Il est très facile de générer un jeton JWT qui présente les caractéristiques d’un jeton valide, mais qui est pourtant un faux. Dans cet article, nous verrons comment se protéger contre cette situation.
Un jeton JWT est une chaîne de caractère en trois parties séparées chacune par un point:
- La première partie est le header ou l’entête. Elle contient les métadonnées sur la signature.
- La deuxième partie est le payload, ou charge utile. Elle contient les informations utiles du jetons.
- La troisième partie est la signature numérique du jeton. Elle joue un rôle important comme nous le verrons par la suite.
Un jeton JWT est donc sous la forme header.payload.signature. Chaque partie est encodée en base 64. En voici un exemple:
eyJhbGciOiJIUzI1NiIsInR5cCI6IkpXVCJ9.eyJzdWIiOiIxMjM0NTY3ODkwIiwibmFtZSI6IkpvaG4gRG9lIiwiaWF0IjoxNTE2MjM5MDIyfQ.SflKxwRJSMeKKF2QT4fwpMeJf36POk6yJV_adQssw5c
JWT et OAuth2
Les protocoles OpenIDConnect et OAuth2 utilisent massivement les jetons JWT. Le succès de ces protocoles a donc entraîné la popularisation de l’utilisation des jetons JWT.
Pour rappel, OAuth 2 est un protocole d’autorisation qui sert à protéger l’accès aux ressources web. Une application qui implémente OAuth2 conditionne l’accès à ses ressources par la présentation d’un jeton JWT qui contient les droits qui autorisent cet accès. Le jeton JWT est forgé par une entité de confiance qui s’appelle le Serveur d’Autorisation.
Lorsqu’une application reçoit une requête avec un jeton JWT, elle doit impérativement vérifier la signature du jeton en premier lieu, avant d’entreprendre quoi que ce soit.
Mécanique de l’attaque et moyen de protection
Un jeton JWT n’étant pas chiffré, son contenu est librement accessible. Il est donc possible de consulter un jeton existant et de forger un jeton JWT en tout point identique au couple header.payload de ce jeton. Chaque application doit impérativement se prémunir contre cette possibilité.
Pour s’en protéger, l’application doit s’assurer que chaque jeton JWT qu’elle reçoit provient du serveur d’autorisation auquel elle fait confiance. Pour cela, elle doit vérifier l’authenticité de la troisième partie du jeton: la signature.

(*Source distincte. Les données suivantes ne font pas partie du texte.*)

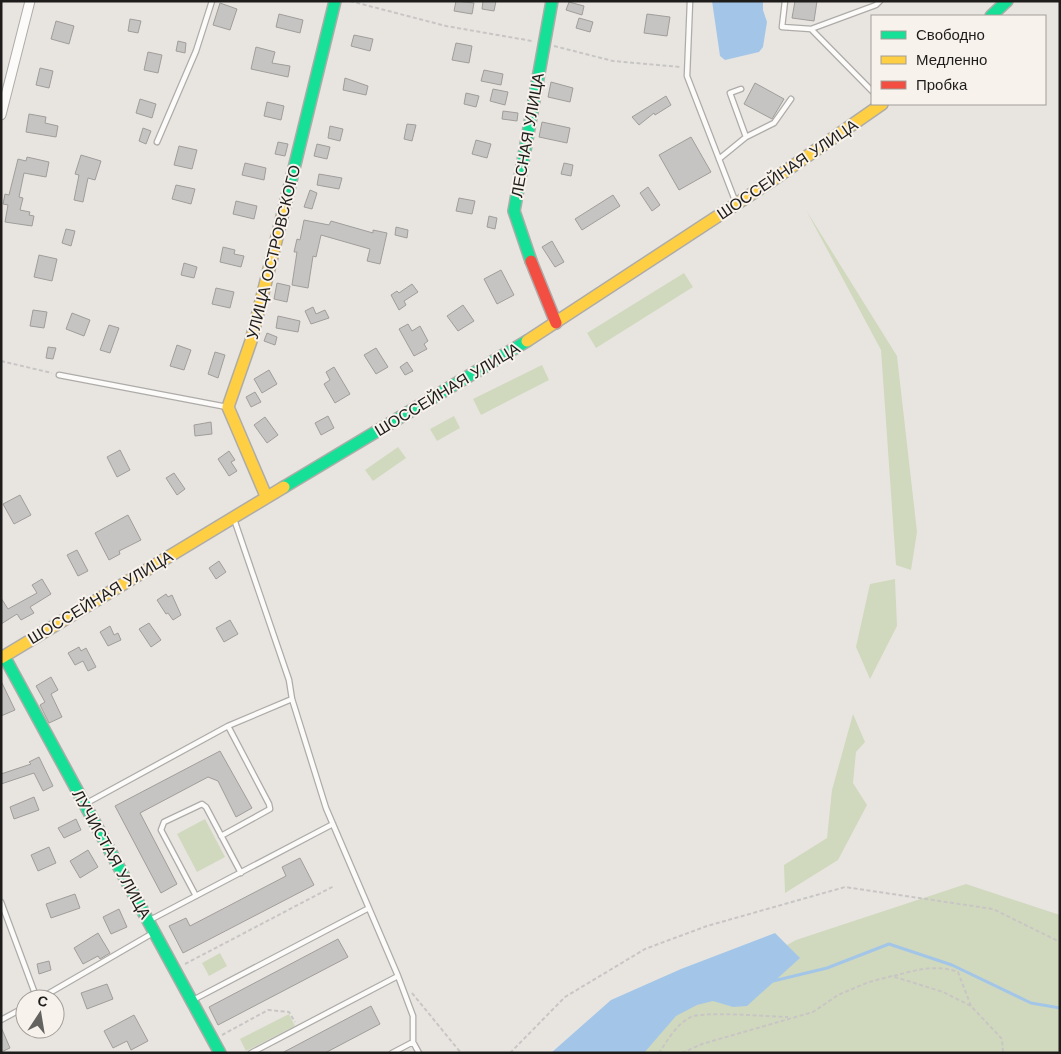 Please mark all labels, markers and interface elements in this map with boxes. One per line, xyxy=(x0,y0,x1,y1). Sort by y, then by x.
legend xyxy=(871,15,1046,105)
text: Свободно xyxy=(916,26,985,44)
text: Медленно xyxy=(916,51,987,69)
street label: ЛЕСНАЯ УЛИЦА xyxy=(507,71,548,199)
text: Пробка xyxy=(916,76,968,94)
street label: ШОССЕЙНАЯ УЛИЦА xyxy=(713,115,862,224)
street label: УЛИЦА ОСТРОВСКОГО xyxy=(243,163,304,341)
street label: ШОССЕЙНАЯ УЛИЦА xyxy=(371,338,523,440)
street label: ШОССЕЙНАЯ УЛИЦА xyxy=(24,546,176,648)
street label: ЛУЧИСТАЯ УЛИЦА xyxy=(68,786,155,923)
north arrow xyxy=(15,989,65,1039)
text: С xyxy=(36,992,49,1010) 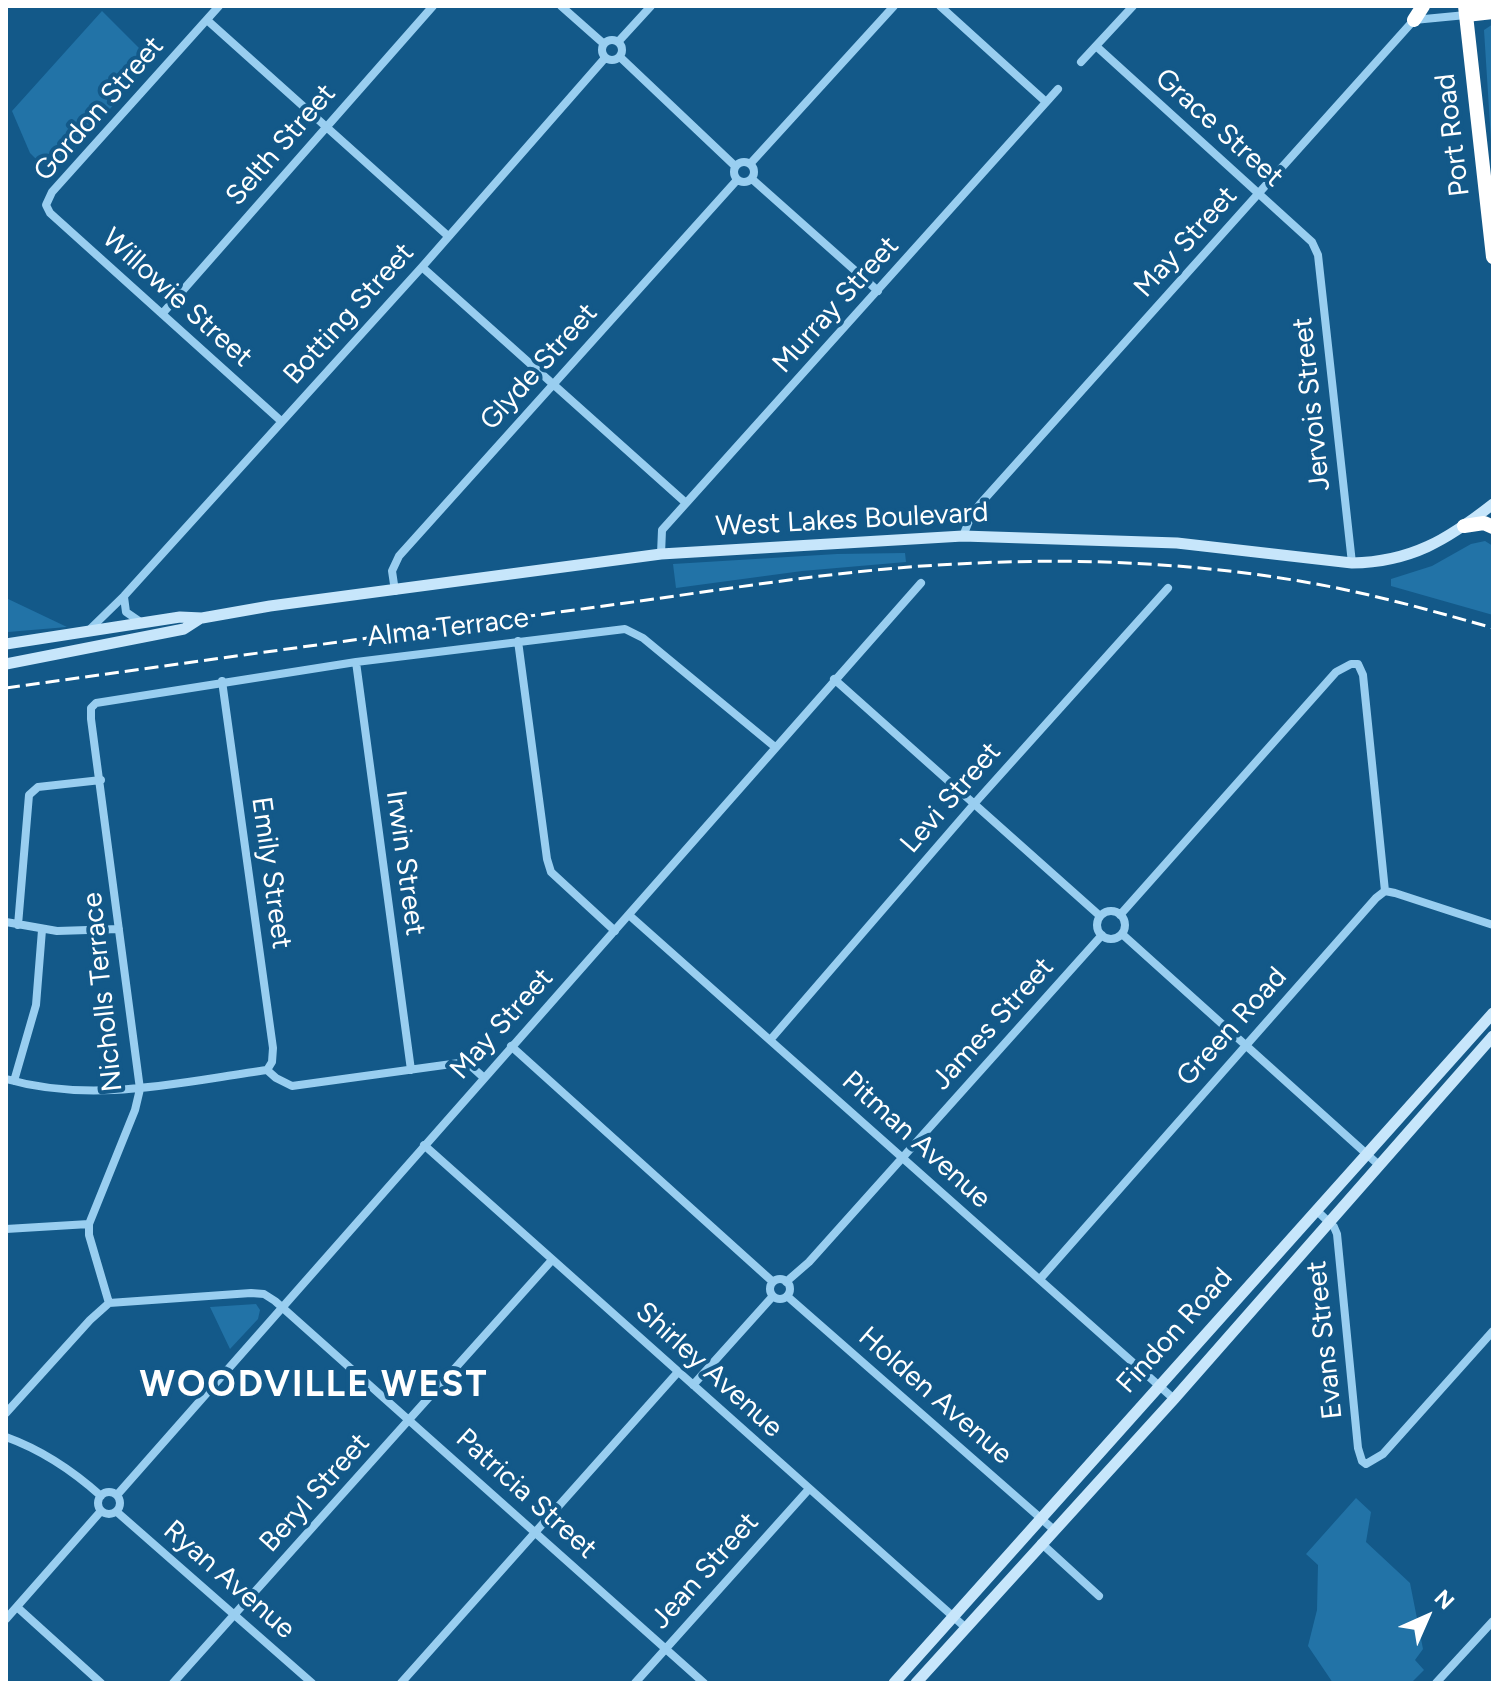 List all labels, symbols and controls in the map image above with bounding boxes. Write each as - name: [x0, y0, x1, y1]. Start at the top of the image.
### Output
- street label: Gordon Street: [27, 30, 171, 188]
- street label: Grace Street: [1148, 62, 1290, 194]
- street label: Port Road: [1429, 72, 1477, 198]
- street label: Selth Street: [219, 77, 343, 213]
- street label: May Street: [1127, 180, 1245, 304]
- street label: Willowie Street: [95, 222, 259, 374]
- street label: Murray Street: [766, 230, 906, 380]
- street label: Botting Street: [277, 236, 421, 392]
- street label: Glyde Street: [473, 297, 605, 437]
- street label: Jervois Street: [1286, 315, 1338, 493]
- street label: West Lakes Boulevard: [715, 496, 989, 544]
- street label: Alma Terrace: [365, 601, 531, 655]
- street label: Levi Street: [894, 736, 1008, 860]
- street label: Irwin Street: [378, 788, 432, 938]
- street label: Emily Street: [244, 795, 298, 951]
- street label: Nicholls Terrace: [76, 891, 130, 1093]
- street label: James Street: [925, 951, 1061, 1097]
- street label: Green Road: [1170, 961, 1294, 1093]
- street label: May Street: [443, 962, 561, 1086]
- street label: Pitman Avenue: [835, 1064, 997, 1216]
- street label: Evans Street: [1300, 1259, 1350, 1421]
- street label: Findon Road: [1110, 1261, 1240, 1401]
- street label: Shirley Avenue: [629, 1295, 789, 1445]
- street label: Holden Avenue: [851, 1320, 1019, 1472]
- district label: WOODVILLE WEST: [140, 1363, 488, 1407]
- street label: Patricia Street: [449, 1422, 603, 1566]
- street label: Beryl Street: [253, 1427, 377, 1559]
- street label: Jean Street: [644, 1506, 766, 1636]
- street label: Ryan Avenue: [156, 1514, 302, 1646]
- north arrow: [1387, 1577, 1467, 1657]
- text: N: [1429, 1584, 1460, 1615] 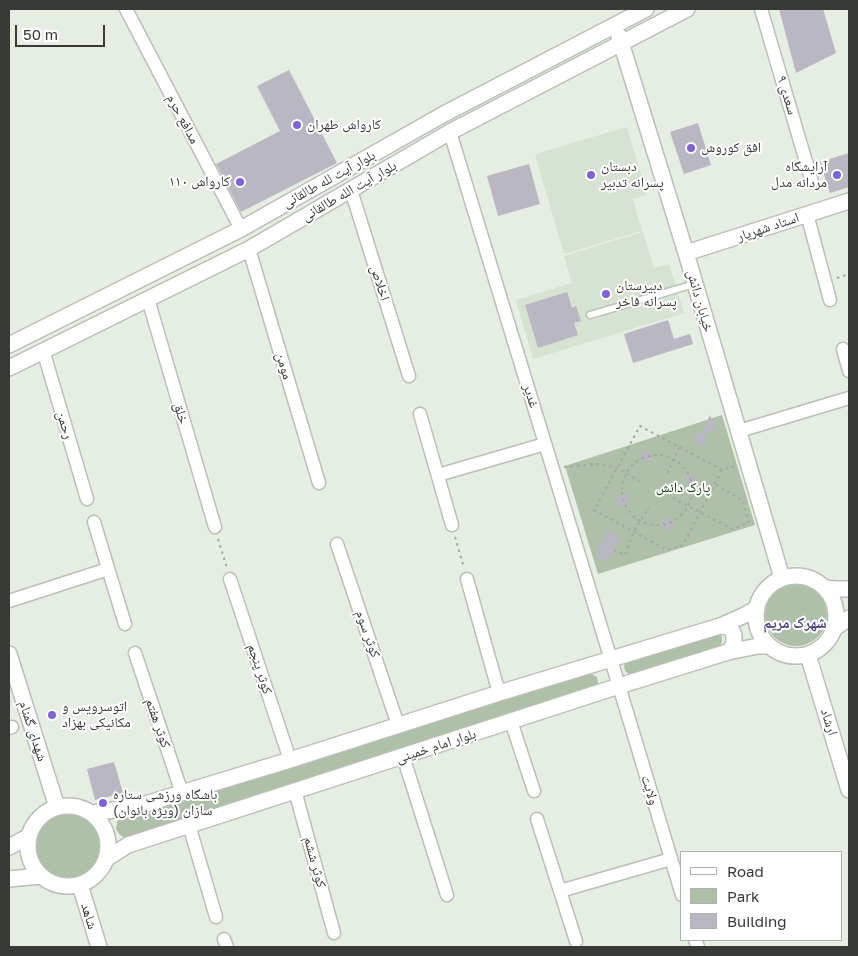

En effet, tout serveur d’autorisation signe numériquement avec une clé privée chaque jeton JWT qu’il émet. Cette signature est directement liée à la clé privée utilisée par le serveur ainsi qu’au contenu du jeton:
Signature = fonction(PK, header, payload).
A chaque réception d’un jeton JWT, l’application doit vérifier que le jeton provient du serveur d’autorisation attendu. Elle aura besoin pour cela de la clé publique correspondant à la clé privée utilisée pour la signature, ainsi que l’algorithme utilisé. L’algorithme de signature est dans l’entête du jeton. La clé publique est librement mise à disposition par le Serveur d’Autorisation
Les garanties offertes par la signature
La signature du jeton JWT garantit à la fois son authenticité et son intégrité. Cela signifie que lorsque la signature est valide, on sait avec certitude quel Serveur d’Autorisation a émis le jeton, et aussi que son contenu n’a pas été altéré.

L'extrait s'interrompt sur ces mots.